As she neared the Vancleaves’ place she noticed an older woman crouched on the grass, weeding her flower bed right next door. Great. Sharon was especially eager to query the close neighbors, and it would be far better if it could be a casual meeting rather than having to knock on the door and ask if the occupant would answer questions.
She crossed the street, then sauntered along as if she had nothing on her mind but giving her dog an outing. When they drew near, the woman looked up and smiled.
“My, what a beautiful dog,” she said. “Frisky, too.”
Sharon chuckled. “Oh yes, he’s frisky all right. Nearly yanks my arm out of the socket when he sees a squirrel.”
Sharon surreptitiously lengthened her hold on the leash so Viking could romp farther afield, and he headed for the woman, his tail wagging furiously with excitement. She reached out and petted him, while Sharon restrained him far enough away so he couldn’t jump on her and knock her over.
“My late husband used to have a retriever just like this one,” she said as she got to her feet. “He was a great hunting dog, but frisky, like yours. The man next door—” she nodded toward the Vancleave home “—put up such a fuss about his barking that we finally had to sell him to keep the peace.” Her expression hardened. “Floyd Vancleave was an offensive man,” she muttered, more to herself than to Sharon. “I’m not surprised that someone killed him.”
Sharon’s heart raced. So he wasn’t liked by the neighbors closest to him. That information could open up a whole new line of inquiry, but she’d have to be careful not to seem too nosy.

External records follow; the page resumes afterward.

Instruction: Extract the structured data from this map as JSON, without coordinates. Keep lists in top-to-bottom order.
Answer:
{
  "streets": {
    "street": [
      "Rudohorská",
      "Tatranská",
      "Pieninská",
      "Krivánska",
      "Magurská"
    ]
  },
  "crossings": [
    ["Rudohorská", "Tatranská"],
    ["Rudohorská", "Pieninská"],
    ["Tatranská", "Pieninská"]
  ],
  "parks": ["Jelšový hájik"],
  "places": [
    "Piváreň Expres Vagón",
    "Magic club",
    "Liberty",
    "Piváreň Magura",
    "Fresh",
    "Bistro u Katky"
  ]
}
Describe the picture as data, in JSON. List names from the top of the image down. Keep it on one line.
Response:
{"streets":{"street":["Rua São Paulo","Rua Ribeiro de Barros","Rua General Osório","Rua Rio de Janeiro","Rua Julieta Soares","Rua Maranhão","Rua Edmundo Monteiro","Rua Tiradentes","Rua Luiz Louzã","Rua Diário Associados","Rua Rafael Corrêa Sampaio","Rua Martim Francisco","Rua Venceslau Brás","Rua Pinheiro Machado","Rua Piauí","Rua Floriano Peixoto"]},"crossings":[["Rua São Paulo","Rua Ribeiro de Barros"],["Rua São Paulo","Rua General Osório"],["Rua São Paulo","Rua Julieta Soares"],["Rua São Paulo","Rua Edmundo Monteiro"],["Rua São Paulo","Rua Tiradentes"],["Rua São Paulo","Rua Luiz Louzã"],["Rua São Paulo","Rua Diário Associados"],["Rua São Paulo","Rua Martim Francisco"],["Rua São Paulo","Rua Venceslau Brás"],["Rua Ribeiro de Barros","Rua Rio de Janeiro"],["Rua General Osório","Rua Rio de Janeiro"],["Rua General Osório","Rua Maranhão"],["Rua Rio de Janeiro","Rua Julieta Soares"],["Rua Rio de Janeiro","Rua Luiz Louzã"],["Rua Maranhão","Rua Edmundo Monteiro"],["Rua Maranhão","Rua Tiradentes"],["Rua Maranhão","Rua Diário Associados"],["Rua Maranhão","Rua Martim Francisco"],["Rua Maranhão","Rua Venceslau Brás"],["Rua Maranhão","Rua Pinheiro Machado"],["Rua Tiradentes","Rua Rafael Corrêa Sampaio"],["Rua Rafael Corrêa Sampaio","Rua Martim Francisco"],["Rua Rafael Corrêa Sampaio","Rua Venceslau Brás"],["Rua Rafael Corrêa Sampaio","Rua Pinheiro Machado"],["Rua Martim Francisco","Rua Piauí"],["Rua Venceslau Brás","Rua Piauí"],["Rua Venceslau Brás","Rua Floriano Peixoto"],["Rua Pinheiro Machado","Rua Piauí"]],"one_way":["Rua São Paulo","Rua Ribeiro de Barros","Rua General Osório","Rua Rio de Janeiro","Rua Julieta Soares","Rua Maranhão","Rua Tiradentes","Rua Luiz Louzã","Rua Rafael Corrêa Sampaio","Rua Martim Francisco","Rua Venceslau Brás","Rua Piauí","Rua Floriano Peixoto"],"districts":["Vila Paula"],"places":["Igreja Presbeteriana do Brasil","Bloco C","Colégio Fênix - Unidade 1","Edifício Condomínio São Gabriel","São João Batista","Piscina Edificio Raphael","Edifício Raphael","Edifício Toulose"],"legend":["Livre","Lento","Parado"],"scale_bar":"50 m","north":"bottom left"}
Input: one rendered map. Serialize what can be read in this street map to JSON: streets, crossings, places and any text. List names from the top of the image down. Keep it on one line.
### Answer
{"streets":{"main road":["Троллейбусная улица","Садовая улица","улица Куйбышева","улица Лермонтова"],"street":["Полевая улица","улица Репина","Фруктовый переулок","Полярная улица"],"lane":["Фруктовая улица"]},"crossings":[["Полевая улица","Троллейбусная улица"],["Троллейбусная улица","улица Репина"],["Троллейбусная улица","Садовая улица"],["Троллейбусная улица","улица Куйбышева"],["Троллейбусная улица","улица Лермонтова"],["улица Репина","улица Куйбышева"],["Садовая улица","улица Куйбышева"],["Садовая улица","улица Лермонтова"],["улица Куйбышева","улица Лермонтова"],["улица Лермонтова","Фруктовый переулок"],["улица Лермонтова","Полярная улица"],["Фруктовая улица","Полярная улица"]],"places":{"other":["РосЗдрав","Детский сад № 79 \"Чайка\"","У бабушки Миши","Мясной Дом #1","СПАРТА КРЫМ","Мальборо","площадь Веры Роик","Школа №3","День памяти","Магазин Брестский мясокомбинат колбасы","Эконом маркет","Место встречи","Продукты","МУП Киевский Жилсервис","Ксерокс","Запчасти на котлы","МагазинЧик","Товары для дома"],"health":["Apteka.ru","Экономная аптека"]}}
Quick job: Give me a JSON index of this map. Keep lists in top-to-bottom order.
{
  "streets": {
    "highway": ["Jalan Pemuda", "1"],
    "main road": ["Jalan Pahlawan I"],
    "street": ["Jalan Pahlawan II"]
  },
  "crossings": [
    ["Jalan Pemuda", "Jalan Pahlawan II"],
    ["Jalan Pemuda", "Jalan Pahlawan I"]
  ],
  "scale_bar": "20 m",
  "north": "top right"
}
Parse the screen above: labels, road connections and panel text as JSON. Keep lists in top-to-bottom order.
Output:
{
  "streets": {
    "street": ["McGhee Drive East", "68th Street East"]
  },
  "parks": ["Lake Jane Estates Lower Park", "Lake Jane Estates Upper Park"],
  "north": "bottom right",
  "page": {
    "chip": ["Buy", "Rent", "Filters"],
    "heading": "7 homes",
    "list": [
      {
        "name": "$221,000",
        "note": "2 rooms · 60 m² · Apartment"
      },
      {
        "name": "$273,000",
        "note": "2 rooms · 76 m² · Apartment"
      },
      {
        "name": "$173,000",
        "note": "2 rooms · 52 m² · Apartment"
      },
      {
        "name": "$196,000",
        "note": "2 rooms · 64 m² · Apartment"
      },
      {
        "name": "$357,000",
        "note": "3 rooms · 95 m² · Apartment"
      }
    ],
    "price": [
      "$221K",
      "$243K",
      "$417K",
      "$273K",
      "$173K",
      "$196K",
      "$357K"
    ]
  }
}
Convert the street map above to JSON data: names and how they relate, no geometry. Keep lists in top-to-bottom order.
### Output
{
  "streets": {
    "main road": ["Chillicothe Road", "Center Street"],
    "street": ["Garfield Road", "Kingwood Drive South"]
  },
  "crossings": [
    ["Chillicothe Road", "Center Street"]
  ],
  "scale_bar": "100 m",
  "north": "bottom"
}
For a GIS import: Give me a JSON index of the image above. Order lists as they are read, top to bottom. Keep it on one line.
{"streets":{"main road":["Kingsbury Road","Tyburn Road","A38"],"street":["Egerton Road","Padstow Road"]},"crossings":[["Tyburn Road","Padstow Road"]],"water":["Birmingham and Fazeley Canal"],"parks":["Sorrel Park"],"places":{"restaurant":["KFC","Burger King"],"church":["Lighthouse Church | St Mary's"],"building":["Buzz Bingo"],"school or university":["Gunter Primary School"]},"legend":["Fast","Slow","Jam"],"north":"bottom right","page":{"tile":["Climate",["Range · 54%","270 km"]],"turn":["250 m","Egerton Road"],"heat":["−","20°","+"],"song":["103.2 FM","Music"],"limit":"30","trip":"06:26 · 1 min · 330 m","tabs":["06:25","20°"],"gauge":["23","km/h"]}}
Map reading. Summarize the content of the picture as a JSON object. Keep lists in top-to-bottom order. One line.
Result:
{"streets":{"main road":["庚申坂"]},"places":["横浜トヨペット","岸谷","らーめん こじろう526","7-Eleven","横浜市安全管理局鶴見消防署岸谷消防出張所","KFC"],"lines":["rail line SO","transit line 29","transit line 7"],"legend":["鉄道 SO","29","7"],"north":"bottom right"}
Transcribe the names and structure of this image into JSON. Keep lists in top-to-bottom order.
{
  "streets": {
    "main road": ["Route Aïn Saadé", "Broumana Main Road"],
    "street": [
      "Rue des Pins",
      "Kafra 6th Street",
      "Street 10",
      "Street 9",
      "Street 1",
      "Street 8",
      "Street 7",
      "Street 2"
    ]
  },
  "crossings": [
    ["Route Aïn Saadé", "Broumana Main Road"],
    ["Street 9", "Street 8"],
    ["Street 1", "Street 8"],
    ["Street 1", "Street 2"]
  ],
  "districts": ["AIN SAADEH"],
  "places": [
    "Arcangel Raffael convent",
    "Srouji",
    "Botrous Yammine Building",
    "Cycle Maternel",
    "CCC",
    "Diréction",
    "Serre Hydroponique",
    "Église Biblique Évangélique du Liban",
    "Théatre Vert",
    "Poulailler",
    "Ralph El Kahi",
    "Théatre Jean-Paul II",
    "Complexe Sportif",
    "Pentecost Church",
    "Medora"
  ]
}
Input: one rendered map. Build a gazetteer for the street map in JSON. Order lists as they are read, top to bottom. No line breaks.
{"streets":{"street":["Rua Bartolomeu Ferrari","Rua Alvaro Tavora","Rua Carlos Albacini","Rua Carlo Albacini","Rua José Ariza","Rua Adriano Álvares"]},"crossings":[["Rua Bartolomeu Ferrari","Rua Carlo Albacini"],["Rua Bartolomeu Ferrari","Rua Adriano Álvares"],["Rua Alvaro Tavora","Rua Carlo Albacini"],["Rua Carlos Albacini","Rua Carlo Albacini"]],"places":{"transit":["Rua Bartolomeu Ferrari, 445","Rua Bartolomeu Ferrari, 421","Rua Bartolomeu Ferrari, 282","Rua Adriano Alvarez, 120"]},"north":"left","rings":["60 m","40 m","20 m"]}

“Oh, are you talking about the man who was murdered recently in that hotel downtown?” she asked, striving for just the right tone of casual interest.
“Yes.” The woman rolled her eyes. “My, that really stirred things up around here. This is usually a very quiet neighborhood, but for a few days there it was overrun with reporters and police. It’s calmed down again now, though.”
That figured, Sharon thought. The police were so sure she was guilty that they didn’t bother looking for any other suspects.
“His poor wife must be grief-stricken by the loss of her husband,” Sharon said sympathetically, hoping it would encourage the woman to open up and gossip.
“I doubt it.” The neighbor’s tone was cryptic. “He slapped her around a lot.”
Sharon’s eyes widened with surprise and excitement. This could be a real breakthrough. “No! Really? Did she report it to the police?”
The other woman shook her head. “No, but I did a couple of times. I was afraid he’d kill her. I could hear him clear over here, yelling and throwing things. He was a real bully.”
Sharon could hardly contain herself. “Was he arrested?” She’d worked with Floyd for several years, and although he was a jerk, she’d never had any indication that he was a wife beater.
Again the neighbor shook her head, this time with a great deal of agitation. “That silly woman wouldn’t press charges. She always said she’d fallen or run into something. I gave up after the second time. He told me to mind my own business, and truth to tell, I was afraid of him.”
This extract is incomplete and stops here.